** Opening Dataset content block **
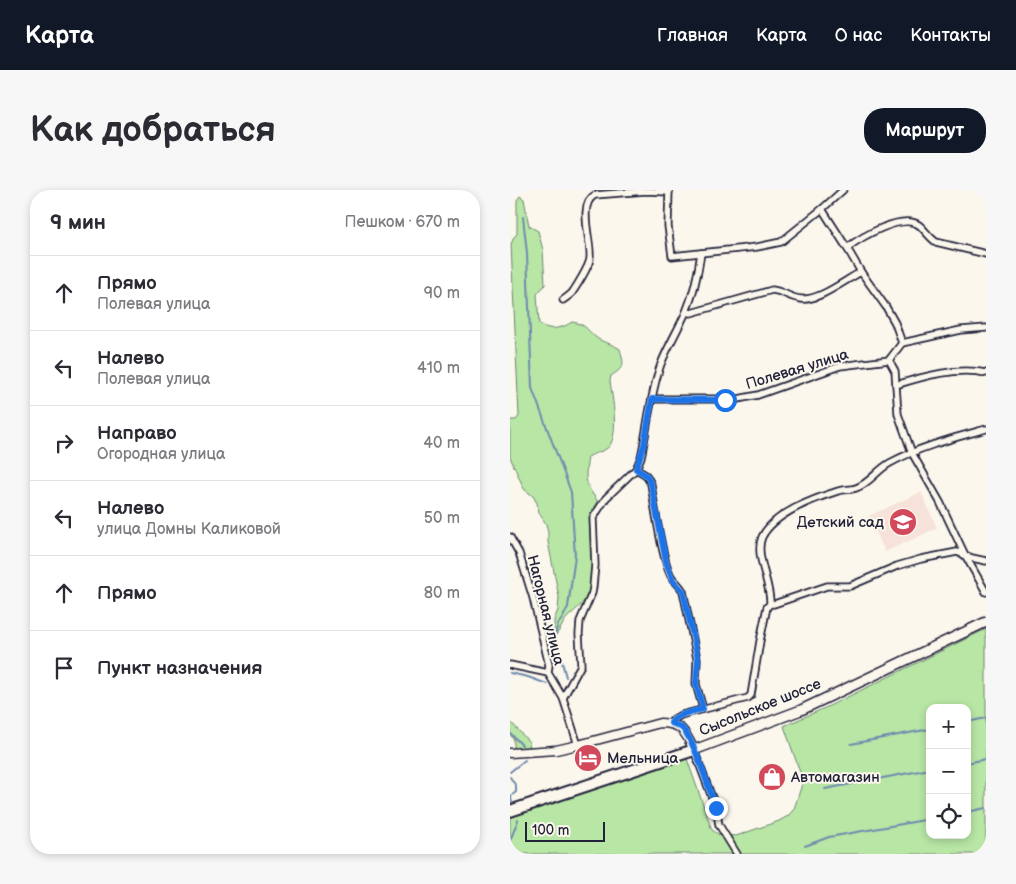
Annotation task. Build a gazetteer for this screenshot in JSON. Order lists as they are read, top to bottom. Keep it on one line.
{"streets":{"highway":["Сысольское шоссе"],"street":["Полевая улица","Нагорная улица"]},"places":{"school or university":["Детский сад"],"hotel":["Мельница"],"shop":["Автомагазин"]},"scale_bar":"100 m","page":{"header":"Карта","nav":["Главная","Карта","О нас","Контакты"],"buttons":"Маршрут","title":"Как добраться","heading":["9 мин","Пешком · 670 m"],"list":[["Прямо","Полевая улица","90 m"],["Налево","Полевая улица","410 m"],["Направо","Огородная улица","40 m"],["Налево","улица Домны Каликовой","50 m"],["Прямо","80 m"],"Пункт назначения"],"map_buttons":["+","−"],"scale":"100 m"}}
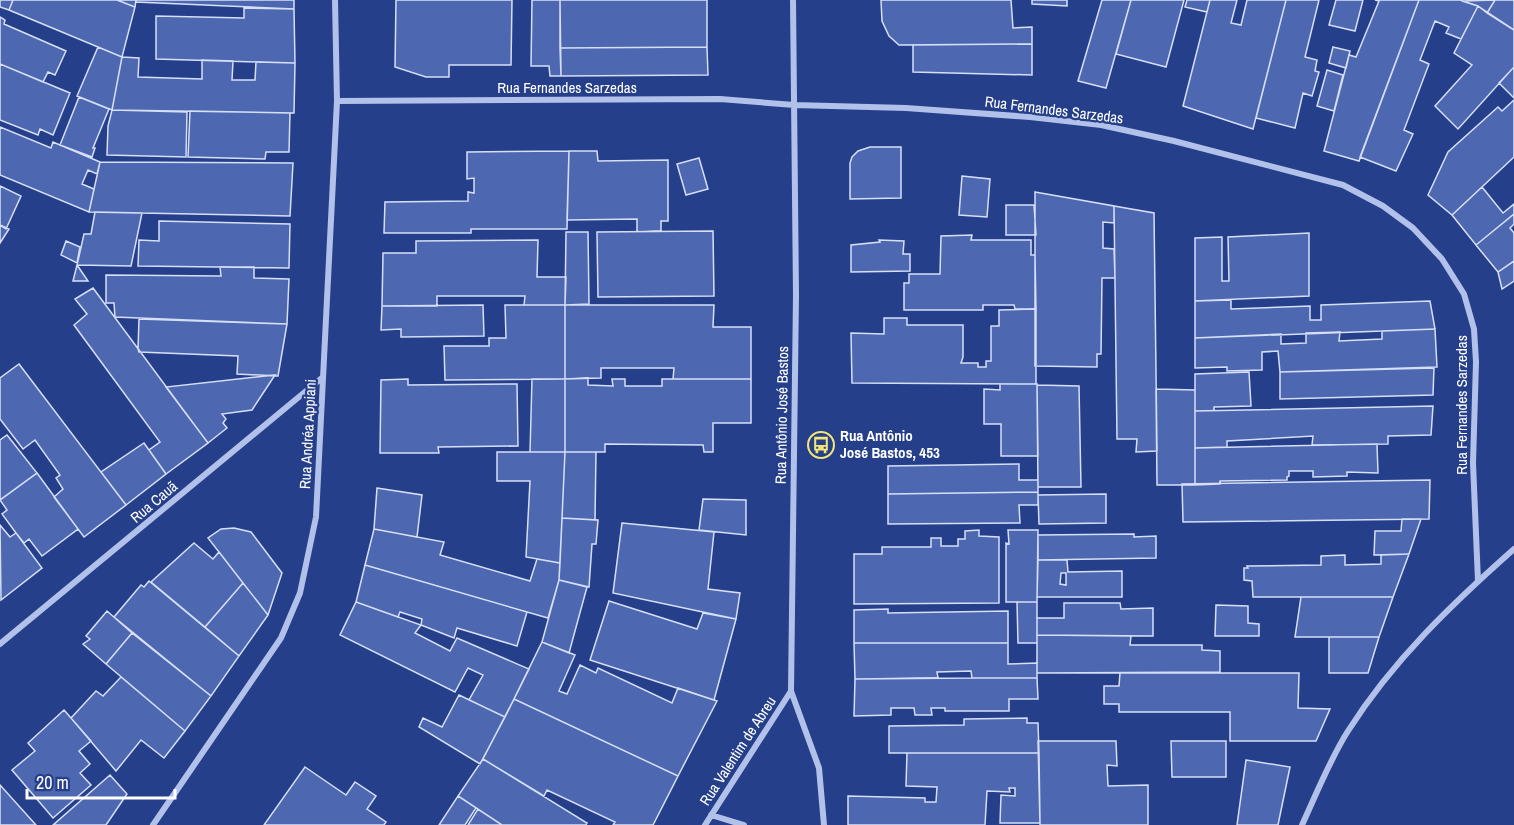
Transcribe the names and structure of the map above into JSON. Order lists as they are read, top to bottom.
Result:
** Closing Dataset content block **
→ Exercise directions
Exact copy, no pictures: reproduce the whole listing above.

→ Result of the exercise
Annotation task. Build a gazetteer for this screenshot in JSON. Order lists as they are read, top to bottom. Keep it on one line.
{"streets":{"highway":["Сысольское шоссе"],"street":["Полевая улица","Нагорная улица"]},"places":{"school or university":["Детский сад"],"hotel":["Мельница"],"shop":["Автомагазин"]},"scale_bar":"100 m","page":{"header":"Карта","nav":["Главная","Карта","О нас","Контакты"],"buttons":"Маршрут","title":"Как добраться","heading":["9 мин","Пешком · 670 m"],"list":[["Прямо","Полевая улица","90 m"],["Налево","Полевая улица","410 m"],["Направо","Огородная улица","40 m"],["Налево","улица Домны Каликовой","50 m"],["Прямо","80 m"],"Пункт назначения"],"map_buttons":["+","−"],"scale":"100 m"}}
Transcribe the names and structure of the map above into JSON. Order lists as they are read, top to bottom.
Result:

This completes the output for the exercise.